| THE DATA |
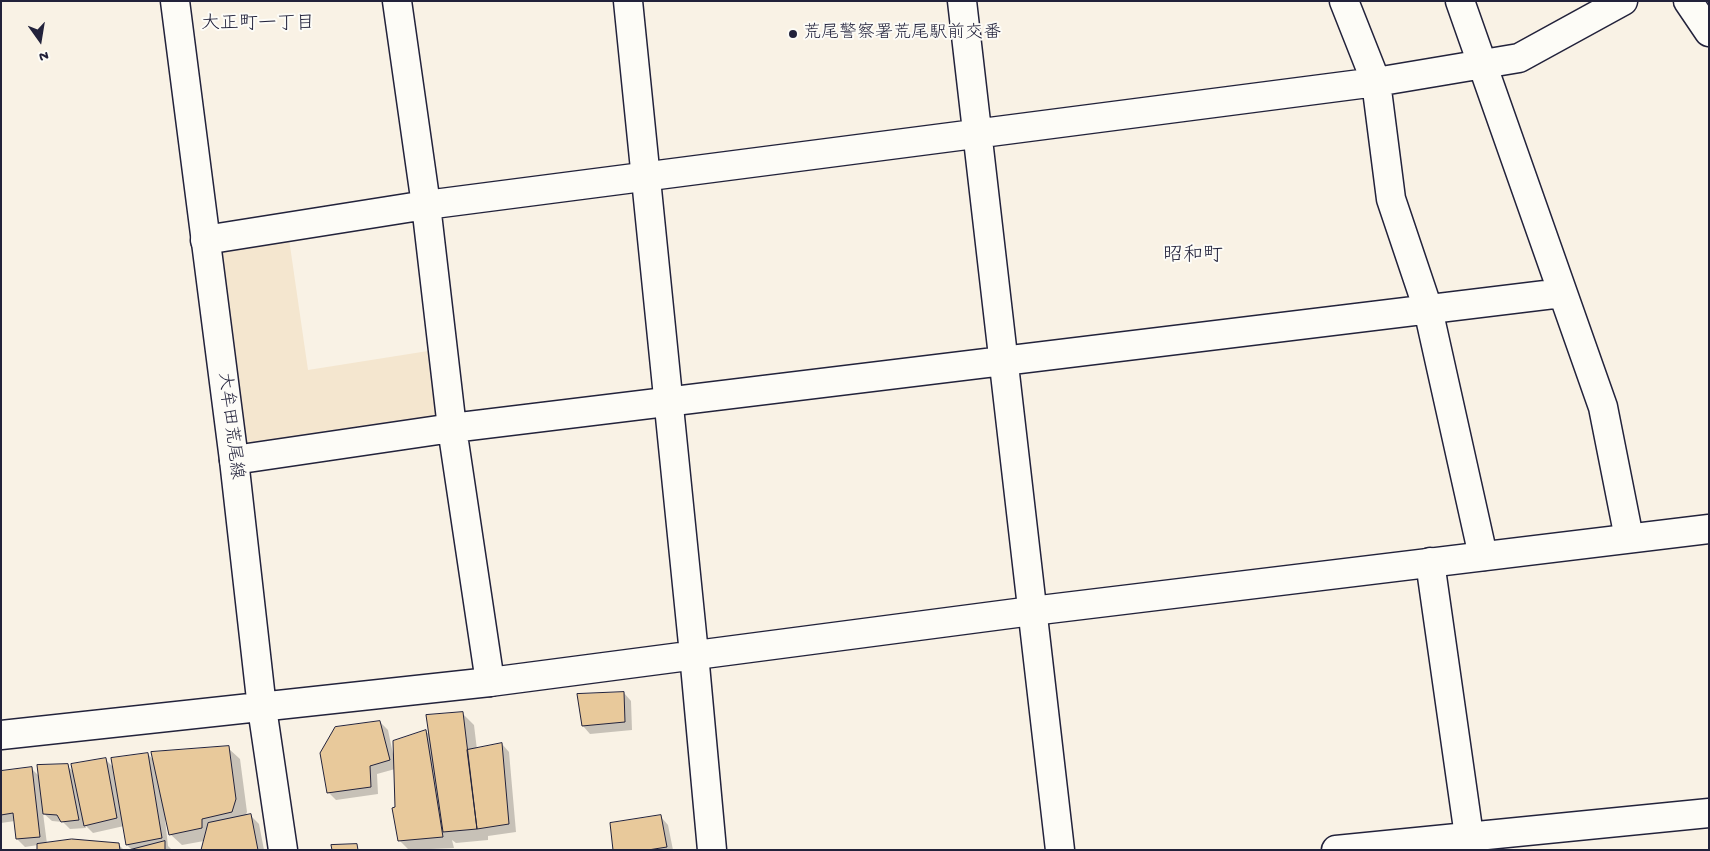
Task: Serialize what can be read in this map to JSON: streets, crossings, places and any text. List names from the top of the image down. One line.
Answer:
{"streets":{"street":["大牟田荒尾線"]},"districts":["大正町一丁目","昭和町"],"places":["荒尾警察署荒尾駅前交番"],"north":"bottom"}
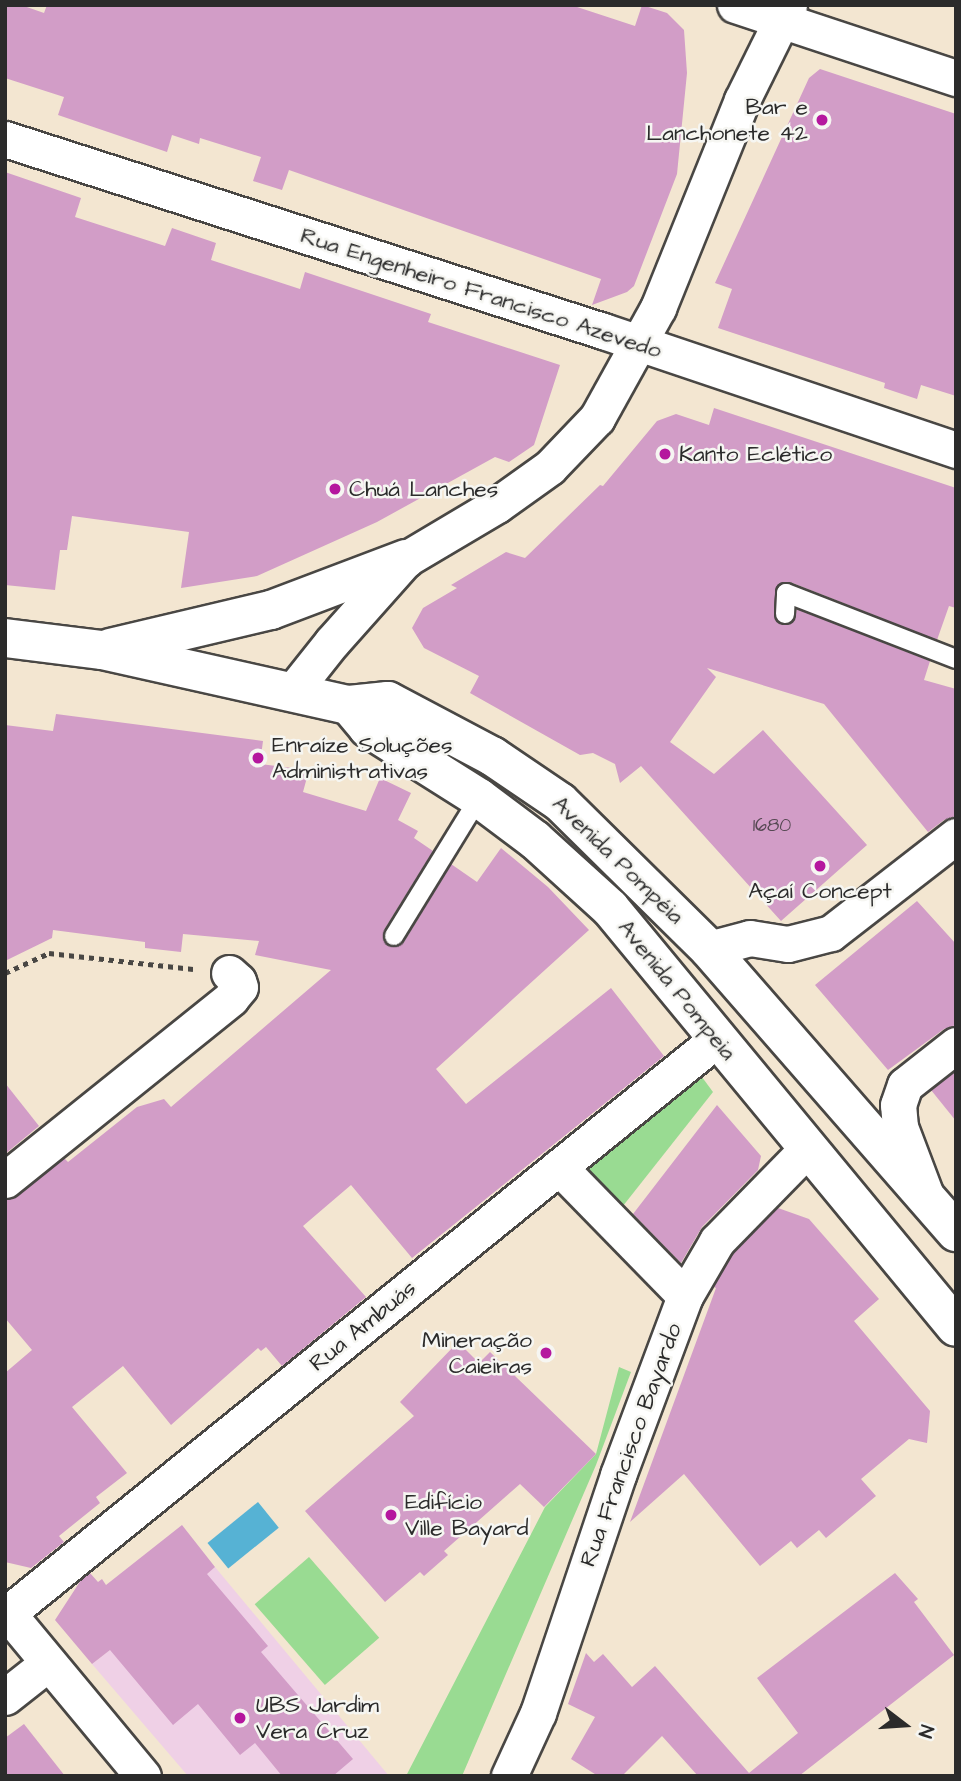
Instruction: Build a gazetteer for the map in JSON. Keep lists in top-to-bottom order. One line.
{"streets":{"main road":["Avenida Pompéia","Avenida Pompeia"],"street":["Rua Engenheiro Francisco Azevedo","Rua Ambuás","Rua Francisco Bayardo"]},"crossings":[["Avenida Pompéia","Avenida Pompeia"],["Avenida Pompeia","Rua Ambuás"],["Avenida Pompeia","Rua Francisco Bayardo"]],"places":["Bar e Lanchonete 42","Kanto Eclético","Chuá Lanches","Enraíze Soluções Administrativas","Açaí Concept","Mineração Caieiras","Edifício Ville Bayard","UBS Jardim Vera Cruz"],"house_numbers":["1680"],"north":"right"}
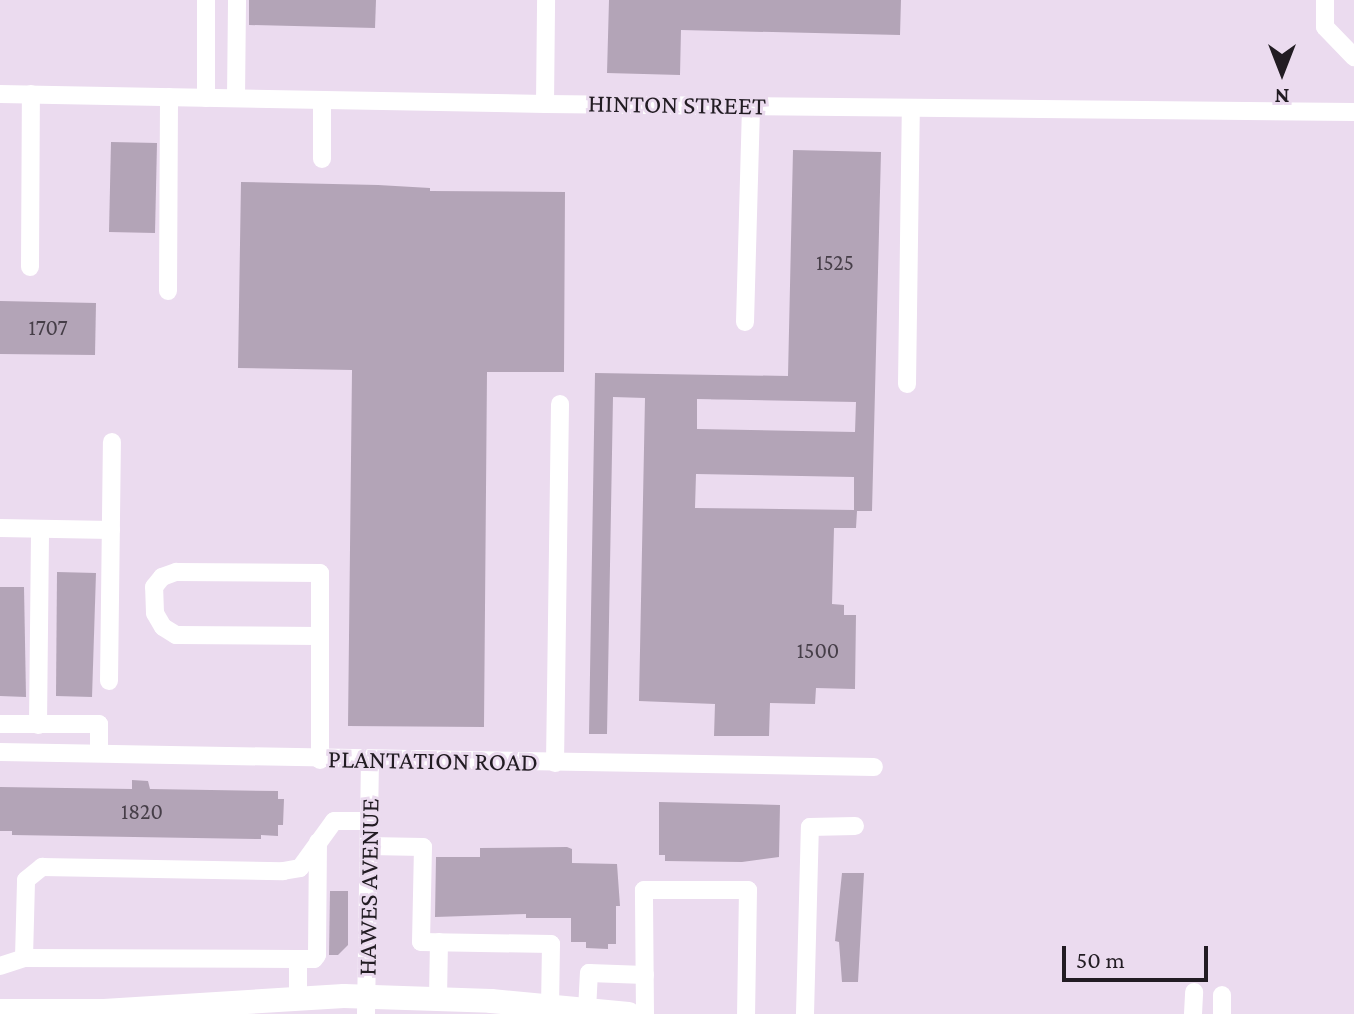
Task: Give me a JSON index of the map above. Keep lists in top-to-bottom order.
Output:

| EXERCISE INSTRUCTIONS |
Without the pictures, print the records in full, exactly as they appear.

| TASK SOLUTION |
Task: Serialize what can be read in this map to JSON: streets, crossings, places and any text. List names from the top of the image down. One line.
Answer:
{"streets":{"street":["大牟田荒尾線"]},"districts":["大正町一丁目","昭和町"],"places":["荒尾警察署荒尾駅前交番"],"north":"bottom"}
Instruction: Build a gazetteer for the map in JSON. Keep lists in top-to-bottom order. One line.
{"streets":{"main road":["Avenida Pompéia","Avenida Pompeia"],"street":["Rua Engenheiro Francisco Azevedo","Rua Ambuás","Rua Francisco Bayardo"]},"crossings":[["Avenida Pompéia","Avenida Pompeia"],["Avenida Pompeia","Rua Ambuás"],["Avenida Pompeia","Rua Francisco Bayardo"]],"places":["Bar e Lanchonete 42","Kanto Eclético","Chuá Lanches","Enraíze Soluções Administrativas","Açaí Concept","Mineração Caieiras","Edifício Ville Bayard","UBS Jardim Vera Cruz"],"house_numbers":["1680"],"north":"right"}
Task: Give me a JSON index of the map above. Keep lists in top-to-bottom order.
Output:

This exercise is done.